Once upon a time I was a vice president at a small consulting firm called Creative Strategies. That was in the early 1980s–and it still exists today, due mostly to the hard work and intelligence of Tim Bajarin, who took it over after I left. One thing that struck me as I worked there is that strategy is a hard service to sell. Maybe I’m just a cockeyed optimist, but most people, it seems to me, have a pretty good instinct on strategy.

1. Strengths and Weaknesses

Strategy is about focusing on strengths. It’s about managing resources. It’s about working around the side to minimize the impact of weaknesses. And one of the hardest parts of strategy is having the discipline to say no. Focus on what’s most important.

2. The Key to Failure

My favorite quote on strategy:

“I don’t know the key to success, but the key to failure is trying to please everybody.”

3. About Consistency

Better a mediocre strategy well-implemented over a longer period of time than a series of brilliant strategies each implemented over a short term, contradicting each other.

4. When to Stay the Course and When to Change It

And then there’s that old country song, The Gambler, that makes life into a card game, in which the secret is knowing when to hold them and when to fold them. With strategy, that comes up a lot. When things aren’t going right, do we abandon the strategy? Or do we stick to it longer because it needs more time?

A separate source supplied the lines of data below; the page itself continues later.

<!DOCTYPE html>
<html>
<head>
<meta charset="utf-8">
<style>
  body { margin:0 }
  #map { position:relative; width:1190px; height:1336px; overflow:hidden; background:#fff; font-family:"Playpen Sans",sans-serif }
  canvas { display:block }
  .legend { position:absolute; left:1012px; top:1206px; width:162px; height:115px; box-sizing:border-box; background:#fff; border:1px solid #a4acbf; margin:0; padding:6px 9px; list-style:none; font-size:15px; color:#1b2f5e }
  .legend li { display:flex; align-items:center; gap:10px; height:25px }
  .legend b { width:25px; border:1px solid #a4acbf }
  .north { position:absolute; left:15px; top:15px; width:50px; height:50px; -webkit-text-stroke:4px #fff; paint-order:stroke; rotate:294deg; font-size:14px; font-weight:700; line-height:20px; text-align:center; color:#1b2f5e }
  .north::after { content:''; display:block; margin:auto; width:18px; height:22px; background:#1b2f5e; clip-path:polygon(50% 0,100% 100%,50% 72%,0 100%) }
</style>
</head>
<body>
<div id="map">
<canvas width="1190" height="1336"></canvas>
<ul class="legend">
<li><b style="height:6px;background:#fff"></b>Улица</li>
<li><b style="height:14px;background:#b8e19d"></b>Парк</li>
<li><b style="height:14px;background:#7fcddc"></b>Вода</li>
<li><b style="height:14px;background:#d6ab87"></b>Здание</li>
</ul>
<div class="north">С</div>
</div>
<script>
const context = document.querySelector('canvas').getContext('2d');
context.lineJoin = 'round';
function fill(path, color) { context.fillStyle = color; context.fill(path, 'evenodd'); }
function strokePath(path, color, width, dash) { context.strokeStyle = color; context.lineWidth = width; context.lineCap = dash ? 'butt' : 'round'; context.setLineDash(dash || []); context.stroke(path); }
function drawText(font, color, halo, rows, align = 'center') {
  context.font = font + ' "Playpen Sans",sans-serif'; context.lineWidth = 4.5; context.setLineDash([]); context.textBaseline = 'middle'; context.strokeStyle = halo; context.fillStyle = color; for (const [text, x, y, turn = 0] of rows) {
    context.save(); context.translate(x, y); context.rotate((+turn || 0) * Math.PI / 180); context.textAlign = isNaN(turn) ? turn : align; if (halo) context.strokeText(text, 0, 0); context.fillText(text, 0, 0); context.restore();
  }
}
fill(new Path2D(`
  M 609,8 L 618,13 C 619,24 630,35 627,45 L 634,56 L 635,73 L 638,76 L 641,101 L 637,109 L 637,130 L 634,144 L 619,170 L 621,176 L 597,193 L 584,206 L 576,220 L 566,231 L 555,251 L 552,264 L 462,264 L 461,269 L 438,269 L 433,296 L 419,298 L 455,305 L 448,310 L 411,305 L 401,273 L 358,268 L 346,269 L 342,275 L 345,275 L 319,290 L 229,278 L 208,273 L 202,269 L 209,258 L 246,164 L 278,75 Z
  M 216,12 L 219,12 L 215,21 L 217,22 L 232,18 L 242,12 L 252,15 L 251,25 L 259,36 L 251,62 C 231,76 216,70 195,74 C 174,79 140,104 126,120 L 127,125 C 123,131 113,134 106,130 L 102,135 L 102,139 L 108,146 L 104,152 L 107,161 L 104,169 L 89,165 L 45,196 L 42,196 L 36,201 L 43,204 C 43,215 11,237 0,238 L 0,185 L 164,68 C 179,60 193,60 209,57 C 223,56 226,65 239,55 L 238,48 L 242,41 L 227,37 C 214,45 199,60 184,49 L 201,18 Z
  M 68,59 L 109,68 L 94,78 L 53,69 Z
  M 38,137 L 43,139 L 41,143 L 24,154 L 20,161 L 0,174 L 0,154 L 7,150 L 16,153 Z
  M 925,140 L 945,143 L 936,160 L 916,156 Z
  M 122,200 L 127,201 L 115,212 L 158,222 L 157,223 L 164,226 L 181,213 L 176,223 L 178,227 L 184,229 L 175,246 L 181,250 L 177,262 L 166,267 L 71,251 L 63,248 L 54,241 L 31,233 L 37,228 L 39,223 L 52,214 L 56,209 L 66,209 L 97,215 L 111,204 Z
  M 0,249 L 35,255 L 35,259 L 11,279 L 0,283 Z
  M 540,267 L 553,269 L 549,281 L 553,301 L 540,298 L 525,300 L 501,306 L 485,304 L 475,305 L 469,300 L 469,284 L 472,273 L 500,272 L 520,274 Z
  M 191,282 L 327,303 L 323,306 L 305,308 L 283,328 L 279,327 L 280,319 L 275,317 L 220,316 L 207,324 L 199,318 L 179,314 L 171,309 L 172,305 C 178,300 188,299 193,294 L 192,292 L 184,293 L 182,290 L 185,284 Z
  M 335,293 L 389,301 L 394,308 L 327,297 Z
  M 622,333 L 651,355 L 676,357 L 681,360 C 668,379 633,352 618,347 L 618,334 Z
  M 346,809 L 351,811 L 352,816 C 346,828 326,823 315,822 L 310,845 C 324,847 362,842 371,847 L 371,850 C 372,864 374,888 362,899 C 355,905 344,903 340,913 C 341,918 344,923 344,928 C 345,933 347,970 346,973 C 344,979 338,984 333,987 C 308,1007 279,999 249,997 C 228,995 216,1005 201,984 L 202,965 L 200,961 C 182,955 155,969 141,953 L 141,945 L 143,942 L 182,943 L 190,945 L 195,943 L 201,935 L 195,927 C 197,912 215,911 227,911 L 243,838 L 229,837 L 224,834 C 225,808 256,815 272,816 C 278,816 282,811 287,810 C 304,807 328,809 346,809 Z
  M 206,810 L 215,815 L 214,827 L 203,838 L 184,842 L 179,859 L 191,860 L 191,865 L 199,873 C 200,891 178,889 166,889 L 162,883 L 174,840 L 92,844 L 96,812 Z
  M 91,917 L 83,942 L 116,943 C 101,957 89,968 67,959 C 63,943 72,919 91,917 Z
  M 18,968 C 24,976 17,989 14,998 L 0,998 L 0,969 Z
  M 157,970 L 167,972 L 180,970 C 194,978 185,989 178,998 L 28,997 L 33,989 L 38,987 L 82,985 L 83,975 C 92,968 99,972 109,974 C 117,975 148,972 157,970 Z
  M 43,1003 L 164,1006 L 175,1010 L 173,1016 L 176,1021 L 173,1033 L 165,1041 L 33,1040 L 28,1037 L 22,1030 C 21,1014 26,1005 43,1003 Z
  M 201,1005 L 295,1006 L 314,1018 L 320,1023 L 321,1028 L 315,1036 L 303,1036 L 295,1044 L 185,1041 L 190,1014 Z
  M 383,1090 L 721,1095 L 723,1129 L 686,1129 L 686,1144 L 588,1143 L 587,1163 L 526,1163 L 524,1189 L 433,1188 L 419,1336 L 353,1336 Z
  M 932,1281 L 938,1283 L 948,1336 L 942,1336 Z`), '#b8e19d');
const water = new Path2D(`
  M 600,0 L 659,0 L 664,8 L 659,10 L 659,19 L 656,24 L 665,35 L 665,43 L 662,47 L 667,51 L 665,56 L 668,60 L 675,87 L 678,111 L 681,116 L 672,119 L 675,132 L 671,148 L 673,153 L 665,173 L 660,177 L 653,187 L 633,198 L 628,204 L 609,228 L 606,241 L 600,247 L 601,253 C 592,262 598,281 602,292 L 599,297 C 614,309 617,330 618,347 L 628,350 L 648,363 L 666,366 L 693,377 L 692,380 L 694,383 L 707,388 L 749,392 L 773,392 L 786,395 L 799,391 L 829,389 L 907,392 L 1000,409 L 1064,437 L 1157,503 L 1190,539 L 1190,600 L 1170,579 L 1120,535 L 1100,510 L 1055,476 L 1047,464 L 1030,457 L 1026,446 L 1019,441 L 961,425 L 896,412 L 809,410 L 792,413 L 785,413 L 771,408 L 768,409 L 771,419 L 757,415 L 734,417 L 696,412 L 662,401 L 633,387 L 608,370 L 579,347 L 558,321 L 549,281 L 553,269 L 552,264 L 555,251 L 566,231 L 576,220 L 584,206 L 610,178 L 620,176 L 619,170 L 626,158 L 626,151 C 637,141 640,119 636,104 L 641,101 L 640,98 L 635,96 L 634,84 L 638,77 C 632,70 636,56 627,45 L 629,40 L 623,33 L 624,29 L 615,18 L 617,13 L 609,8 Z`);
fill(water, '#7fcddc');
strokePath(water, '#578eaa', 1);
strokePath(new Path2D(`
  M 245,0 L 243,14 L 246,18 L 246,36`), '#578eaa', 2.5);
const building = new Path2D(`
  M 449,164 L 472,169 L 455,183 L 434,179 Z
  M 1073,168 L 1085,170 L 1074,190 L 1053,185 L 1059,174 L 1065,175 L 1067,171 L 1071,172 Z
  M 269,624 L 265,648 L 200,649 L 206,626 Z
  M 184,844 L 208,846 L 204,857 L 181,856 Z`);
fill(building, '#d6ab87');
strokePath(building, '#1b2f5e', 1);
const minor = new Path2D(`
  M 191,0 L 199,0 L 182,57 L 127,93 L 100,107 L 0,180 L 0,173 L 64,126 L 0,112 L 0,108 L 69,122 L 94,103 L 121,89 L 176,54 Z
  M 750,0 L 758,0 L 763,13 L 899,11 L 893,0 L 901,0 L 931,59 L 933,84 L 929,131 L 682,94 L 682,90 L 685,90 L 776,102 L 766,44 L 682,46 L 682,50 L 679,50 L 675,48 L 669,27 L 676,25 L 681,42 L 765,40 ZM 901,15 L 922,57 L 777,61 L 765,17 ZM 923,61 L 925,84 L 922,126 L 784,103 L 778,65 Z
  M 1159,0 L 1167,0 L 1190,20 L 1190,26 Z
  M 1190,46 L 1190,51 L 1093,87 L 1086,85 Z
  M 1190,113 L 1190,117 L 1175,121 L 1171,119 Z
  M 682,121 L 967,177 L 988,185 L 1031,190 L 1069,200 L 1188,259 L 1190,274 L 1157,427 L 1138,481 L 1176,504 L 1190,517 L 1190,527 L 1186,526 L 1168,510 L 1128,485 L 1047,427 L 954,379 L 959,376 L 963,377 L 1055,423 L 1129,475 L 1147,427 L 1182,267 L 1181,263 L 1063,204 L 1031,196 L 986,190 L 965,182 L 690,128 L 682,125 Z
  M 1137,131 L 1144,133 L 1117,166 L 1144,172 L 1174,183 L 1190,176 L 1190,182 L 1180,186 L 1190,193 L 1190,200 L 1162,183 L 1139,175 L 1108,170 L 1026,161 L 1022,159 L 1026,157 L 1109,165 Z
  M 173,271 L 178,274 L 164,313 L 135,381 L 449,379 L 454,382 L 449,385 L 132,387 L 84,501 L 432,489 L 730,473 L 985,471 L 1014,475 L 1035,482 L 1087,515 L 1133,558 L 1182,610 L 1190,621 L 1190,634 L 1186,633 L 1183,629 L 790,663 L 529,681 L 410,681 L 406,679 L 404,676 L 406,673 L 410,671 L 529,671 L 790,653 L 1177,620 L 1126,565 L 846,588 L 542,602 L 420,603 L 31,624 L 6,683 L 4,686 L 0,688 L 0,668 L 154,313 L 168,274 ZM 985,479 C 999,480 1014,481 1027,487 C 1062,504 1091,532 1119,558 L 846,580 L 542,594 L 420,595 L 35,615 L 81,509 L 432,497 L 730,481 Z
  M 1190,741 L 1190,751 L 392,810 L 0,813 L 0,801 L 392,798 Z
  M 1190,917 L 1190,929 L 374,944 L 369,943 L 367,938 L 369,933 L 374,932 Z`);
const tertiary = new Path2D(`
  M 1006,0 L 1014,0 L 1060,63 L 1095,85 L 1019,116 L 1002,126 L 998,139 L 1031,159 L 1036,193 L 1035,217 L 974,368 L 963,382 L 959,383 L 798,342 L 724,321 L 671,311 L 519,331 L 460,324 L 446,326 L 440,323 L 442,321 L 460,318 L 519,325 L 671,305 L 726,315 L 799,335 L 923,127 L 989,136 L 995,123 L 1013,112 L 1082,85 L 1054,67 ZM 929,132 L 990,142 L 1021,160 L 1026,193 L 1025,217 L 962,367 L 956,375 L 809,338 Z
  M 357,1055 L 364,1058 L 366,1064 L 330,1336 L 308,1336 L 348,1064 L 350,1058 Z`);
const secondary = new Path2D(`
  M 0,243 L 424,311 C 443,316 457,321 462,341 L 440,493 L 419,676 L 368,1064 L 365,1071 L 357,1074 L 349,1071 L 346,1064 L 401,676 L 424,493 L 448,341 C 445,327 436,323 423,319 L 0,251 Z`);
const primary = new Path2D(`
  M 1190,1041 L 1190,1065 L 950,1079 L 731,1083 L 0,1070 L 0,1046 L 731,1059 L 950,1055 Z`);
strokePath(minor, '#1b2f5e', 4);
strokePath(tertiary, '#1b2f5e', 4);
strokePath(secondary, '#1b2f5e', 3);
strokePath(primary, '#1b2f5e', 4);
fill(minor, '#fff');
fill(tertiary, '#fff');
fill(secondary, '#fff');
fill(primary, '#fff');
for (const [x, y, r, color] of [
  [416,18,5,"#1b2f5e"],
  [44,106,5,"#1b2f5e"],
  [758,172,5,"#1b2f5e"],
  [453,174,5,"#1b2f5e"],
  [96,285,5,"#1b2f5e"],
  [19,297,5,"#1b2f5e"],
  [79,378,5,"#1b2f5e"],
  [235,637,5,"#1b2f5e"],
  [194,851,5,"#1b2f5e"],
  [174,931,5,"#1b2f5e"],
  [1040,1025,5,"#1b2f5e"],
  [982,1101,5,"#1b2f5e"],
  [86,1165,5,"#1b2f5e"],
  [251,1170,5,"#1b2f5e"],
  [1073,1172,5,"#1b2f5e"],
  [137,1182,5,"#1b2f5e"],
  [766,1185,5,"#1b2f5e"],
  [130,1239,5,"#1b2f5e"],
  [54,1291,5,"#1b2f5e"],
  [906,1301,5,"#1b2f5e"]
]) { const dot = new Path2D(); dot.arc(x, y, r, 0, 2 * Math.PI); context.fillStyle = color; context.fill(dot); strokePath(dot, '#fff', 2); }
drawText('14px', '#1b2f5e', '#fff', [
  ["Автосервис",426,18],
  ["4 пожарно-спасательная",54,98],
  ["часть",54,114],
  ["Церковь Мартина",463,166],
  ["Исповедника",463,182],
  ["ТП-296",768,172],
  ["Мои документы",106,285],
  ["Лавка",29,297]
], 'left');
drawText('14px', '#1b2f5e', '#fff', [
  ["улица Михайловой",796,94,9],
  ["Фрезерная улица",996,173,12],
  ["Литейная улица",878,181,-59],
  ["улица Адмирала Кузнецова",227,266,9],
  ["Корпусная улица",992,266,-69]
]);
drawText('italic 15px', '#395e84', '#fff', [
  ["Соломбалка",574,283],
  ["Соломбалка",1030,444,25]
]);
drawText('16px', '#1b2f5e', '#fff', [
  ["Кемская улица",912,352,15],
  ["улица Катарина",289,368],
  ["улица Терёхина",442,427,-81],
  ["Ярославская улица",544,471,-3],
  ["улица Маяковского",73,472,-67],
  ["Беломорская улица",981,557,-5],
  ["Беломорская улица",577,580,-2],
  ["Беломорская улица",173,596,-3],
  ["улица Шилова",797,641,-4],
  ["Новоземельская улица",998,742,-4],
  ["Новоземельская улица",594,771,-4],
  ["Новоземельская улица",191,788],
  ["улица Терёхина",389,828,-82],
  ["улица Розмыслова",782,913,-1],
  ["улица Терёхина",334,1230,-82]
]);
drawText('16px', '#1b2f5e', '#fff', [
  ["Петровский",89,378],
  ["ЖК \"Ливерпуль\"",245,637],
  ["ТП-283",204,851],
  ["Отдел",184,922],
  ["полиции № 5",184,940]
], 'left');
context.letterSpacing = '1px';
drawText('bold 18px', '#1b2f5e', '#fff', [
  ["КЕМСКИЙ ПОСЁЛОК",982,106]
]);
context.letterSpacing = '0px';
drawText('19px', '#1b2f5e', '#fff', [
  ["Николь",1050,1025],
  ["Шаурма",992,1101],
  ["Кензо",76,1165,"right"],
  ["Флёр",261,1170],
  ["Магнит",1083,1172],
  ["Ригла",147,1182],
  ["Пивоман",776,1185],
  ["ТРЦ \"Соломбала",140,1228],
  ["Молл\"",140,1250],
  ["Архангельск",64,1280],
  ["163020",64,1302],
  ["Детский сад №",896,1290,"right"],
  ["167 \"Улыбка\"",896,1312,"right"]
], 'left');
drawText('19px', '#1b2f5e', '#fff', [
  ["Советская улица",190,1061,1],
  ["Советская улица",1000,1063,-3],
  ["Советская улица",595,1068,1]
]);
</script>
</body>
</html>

There’s no simple rule for this. That’s why people run strategies, not algorithms. But it helps to look hard at whether the strategy has been well-implemented (hint: that’s why I like business planning) and whether assumptions have changed.

5. In a Nutshell

A good friend and client, Hector Saldana, who had a brilliant career with Apple Computer from 1982 to 1994, once said to me: “Management is nothing more or less than knowing when and how to say no.” So is strategy.